Re: Parallel Seq Scan

From: Stefan Kaltenbrunner <stefan(at)kaltenbrunner(dot)cc>
To: Stephen Frost <sfrost(at)snowman(dot)net>, Amit Kapila <amit(dot)kapila16(at)gmail(dot)com>
Cc: Jim Nasby <Jim(dot)Nasby(at)bluetreble(dot)com>, Robert Haas <robertmhaas(at)gmail(dot)com>, Fabrízio Mello <fabriziomello(at)gmail(dot)com>, Thom Brown <thom(at)linux(dot)com>, pgsql-hackers <pgsql-hackers(at)postgresql(dot)org>
Subject: Re: Parallel Seq Scan
Date: 2015-01-09 21:15:08
Message-ID: 54B044DC.4070104@kaltenbrunner.cc
Views: Raw Message | Whole Thread | Download mbox | Resend email
Thread:
Lists: pgsql-hackers

On 01/09/2015 08:01 PM, Stephen Frost wrote:
> Amit,
>
> * Amit Kapila (amit(dot)kapila16(at)gmail(dot)com) wrote:
>> On Fri, Jan 9, 2015 at 1:02 AM, Jim Nasby <Jim(dot)Nasby(at)bluetreble(dot)com> wrote:
>>> I agree, but we should try and warn the user if they set
>>> parallel_seqscan_degree close to max_worker_processes, or at least give
>>> some indication of what's going on. This is something you could end up
>>> beating your head on wondering why it's not working.
>>
>> Yet another way to handle the case when enough workers are not
>> available is to let user specify the desired minimum percentage of
>> requested parallel workers with parameter like
>> PARALLEL_QUERY_MIN_PERCENT. For example, if you specify
>> 50 for this parameter, then at least 50% of the parallel workers
>> requested for any parallel operation must be available in order for
>> the operation to succeed else it will give error. If the value is set to
>> null, then all parallel operations will proceed as long as at least two
>> parallel workers are available for processing.
>
> Ugh. I'm not a fan of this.. Based on how we're talking about modeling
> this, if we decide to parallelize at all, then we expect it to be a win.
> I don't like the idea of throwing an error if, at execution time, we end
> up not being able to actually get the number of workers we want-
> instead, we should degrade gracefully all the way back to serial, if
> necessary.
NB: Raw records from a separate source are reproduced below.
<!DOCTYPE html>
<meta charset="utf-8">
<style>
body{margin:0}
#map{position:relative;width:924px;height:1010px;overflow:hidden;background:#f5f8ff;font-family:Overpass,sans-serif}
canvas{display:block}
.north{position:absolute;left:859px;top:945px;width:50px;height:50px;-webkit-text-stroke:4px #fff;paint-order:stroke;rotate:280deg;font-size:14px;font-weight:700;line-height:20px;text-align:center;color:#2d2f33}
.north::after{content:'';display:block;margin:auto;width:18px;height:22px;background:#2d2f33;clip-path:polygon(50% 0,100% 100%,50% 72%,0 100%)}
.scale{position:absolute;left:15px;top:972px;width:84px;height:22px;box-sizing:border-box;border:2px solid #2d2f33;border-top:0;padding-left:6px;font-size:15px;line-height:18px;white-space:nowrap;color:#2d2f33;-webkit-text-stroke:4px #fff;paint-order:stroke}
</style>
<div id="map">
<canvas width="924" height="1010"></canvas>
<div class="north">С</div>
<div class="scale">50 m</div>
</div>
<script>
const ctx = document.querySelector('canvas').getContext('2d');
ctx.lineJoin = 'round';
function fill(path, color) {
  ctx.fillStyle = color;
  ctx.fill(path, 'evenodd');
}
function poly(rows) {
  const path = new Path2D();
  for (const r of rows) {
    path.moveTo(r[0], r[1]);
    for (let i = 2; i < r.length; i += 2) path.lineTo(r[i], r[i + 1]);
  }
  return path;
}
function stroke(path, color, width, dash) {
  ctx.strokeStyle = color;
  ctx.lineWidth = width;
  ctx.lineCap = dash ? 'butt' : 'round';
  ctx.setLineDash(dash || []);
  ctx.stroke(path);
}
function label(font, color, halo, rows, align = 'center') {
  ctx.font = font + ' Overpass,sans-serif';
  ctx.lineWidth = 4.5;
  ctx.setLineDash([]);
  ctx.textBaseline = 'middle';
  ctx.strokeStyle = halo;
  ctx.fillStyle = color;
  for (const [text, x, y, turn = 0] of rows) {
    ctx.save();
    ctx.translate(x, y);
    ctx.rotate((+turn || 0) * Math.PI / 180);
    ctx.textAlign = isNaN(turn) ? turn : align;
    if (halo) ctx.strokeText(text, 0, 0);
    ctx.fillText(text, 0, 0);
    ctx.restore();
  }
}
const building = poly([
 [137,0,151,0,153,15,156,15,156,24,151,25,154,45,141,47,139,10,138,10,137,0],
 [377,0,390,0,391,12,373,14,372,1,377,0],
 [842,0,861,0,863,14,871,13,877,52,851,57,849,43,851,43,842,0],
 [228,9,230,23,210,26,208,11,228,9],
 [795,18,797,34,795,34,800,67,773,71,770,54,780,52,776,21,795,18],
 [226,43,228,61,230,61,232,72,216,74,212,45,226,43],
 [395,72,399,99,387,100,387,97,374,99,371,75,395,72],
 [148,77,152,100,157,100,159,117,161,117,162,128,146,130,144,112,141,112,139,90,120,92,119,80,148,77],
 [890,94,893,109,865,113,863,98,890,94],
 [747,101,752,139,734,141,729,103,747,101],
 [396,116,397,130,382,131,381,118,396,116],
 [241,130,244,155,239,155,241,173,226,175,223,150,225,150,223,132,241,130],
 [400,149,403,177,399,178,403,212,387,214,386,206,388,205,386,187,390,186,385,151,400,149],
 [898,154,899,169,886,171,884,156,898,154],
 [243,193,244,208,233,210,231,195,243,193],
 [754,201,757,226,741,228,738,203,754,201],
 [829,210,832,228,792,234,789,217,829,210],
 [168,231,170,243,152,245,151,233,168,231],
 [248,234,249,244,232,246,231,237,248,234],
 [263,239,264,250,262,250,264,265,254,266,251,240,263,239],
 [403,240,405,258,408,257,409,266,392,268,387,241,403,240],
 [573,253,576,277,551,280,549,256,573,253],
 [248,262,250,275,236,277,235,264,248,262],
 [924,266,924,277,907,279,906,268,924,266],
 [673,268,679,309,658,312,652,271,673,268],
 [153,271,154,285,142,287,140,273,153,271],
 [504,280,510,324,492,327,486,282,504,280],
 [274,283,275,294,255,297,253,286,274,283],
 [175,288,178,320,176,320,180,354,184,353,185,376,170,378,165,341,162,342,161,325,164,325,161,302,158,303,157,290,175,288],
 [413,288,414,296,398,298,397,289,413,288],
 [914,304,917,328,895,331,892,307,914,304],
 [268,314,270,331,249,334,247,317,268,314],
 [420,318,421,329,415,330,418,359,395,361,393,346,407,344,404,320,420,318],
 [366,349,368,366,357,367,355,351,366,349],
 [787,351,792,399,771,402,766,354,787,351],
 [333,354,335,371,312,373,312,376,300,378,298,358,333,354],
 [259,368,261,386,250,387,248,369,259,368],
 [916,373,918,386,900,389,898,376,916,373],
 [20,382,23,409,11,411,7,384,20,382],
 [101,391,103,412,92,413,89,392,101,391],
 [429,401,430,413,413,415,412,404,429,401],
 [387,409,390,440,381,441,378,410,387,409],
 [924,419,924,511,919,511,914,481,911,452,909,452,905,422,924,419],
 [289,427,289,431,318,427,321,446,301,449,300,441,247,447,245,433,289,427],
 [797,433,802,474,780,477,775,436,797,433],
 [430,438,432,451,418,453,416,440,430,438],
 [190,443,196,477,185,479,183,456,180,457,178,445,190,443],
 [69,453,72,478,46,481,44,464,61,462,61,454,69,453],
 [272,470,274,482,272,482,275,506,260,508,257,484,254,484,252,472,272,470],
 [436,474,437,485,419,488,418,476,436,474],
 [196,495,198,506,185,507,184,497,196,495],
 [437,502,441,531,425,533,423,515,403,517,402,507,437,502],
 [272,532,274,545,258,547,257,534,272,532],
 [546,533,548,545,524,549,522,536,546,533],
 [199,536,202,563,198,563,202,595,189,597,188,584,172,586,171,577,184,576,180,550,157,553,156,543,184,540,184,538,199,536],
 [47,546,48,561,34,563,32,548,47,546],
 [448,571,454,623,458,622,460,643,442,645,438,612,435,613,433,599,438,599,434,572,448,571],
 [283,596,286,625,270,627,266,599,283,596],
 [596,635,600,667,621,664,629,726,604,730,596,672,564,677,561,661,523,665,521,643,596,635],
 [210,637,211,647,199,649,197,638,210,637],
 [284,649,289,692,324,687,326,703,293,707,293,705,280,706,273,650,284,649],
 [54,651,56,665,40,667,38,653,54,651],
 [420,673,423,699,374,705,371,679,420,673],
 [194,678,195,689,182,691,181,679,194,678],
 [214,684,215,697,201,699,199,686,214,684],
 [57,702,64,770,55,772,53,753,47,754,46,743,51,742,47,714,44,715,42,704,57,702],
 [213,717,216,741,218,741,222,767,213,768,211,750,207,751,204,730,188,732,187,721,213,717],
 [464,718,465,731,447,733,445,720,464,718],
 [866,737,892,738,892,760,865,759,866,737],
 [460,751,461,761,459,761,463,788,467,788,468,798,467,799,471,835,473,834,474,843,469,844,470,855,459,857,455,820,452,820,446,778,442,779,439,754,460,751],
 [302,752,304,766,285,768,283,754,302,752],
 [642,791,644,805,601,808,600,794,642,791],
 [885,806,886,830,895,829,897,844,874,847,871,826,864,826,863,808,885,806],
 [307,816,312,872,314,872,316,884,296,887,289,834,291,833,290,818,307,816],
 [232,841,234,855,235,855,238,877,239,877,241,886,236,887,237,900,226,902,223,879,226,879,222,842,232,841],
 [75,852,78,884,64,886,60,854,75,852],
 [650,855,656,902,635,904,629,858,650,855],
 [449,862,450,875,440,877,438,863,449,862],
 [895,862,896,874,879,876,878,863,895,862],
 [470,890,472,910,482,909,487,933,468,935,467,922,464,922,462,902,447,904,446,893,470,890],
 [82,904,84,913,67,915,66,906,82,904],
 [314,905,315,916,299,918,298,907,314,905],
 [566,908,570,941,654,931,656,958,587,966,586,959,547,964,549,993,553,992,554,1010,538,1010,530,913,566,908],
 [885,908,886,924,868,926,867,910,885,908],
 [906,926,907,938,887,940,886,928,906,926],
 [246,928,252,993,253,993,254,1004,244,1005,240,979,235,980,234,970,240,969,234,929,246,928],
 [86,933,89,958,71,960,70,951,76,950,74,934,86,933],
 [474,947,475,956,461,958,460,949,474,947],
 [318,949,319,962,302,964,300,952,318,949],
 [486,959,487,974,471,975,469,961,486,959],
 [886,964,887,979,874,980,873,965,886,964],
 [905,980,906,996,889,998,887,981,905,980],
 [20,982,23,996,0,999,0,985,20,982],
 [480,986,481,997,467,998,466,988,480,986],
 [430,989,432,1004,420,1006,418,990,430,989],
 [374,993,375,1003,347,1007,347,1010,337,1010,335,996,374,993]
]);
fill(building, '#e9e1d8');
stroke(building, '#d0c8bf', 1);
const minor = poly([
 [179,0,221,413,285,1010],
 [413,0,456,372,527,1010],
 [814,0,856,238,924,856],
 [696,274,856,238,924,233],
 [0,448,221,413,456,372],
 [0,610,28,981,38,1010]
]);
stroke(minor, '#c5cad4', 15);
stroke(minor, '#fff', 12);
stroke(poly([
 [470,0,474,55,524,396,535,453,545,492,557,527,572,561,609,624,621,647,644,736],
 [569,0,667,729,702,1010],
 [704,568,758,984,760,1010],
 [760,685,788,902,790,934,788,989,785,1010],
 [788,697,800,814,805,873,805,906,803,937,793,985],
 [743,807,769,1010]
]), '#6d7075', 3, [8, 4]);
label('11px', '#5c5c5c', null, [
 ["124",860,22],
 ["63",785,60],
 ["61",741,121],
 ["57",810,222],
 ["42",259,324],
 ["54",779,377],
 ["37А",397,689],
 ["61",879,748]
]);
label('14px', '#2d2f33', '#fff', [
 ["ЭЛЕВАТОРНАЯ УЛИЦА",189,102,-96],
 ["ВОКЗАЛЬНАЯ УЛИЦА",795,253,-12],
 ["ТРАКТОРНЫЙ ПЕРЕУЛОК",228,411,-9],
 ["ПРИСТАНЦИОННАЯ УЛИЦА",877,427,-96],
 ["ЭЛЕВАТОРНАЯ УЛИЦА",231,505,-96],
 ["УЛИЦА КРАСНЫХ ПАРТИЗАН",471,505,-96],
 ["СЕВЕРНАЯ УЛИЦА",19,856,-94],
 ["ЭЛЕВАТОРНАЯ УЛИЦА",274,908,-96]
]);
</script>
Perhaps we should send a NOTICE or something along those
> lines to let the user know we weren't able to get the level of
> parallelization that the plan originally asked for, but I really don't
> like just throwing an error.

yeah this seems like the the behaviour I would expect, if we cant get
enough parallel workers we should just use as much as we can get.
Everything else and especially erroring out will just cause random
application failures and easy DoS vectors.
I think all we need initially is being able to specify a "maximum number
of workers per query" as well as a "maximum number of workers in total
for parallel operations".

>
> Now, for debugging purposes, I could see such a parameter being
> available but it should default to 'off/never-fail'.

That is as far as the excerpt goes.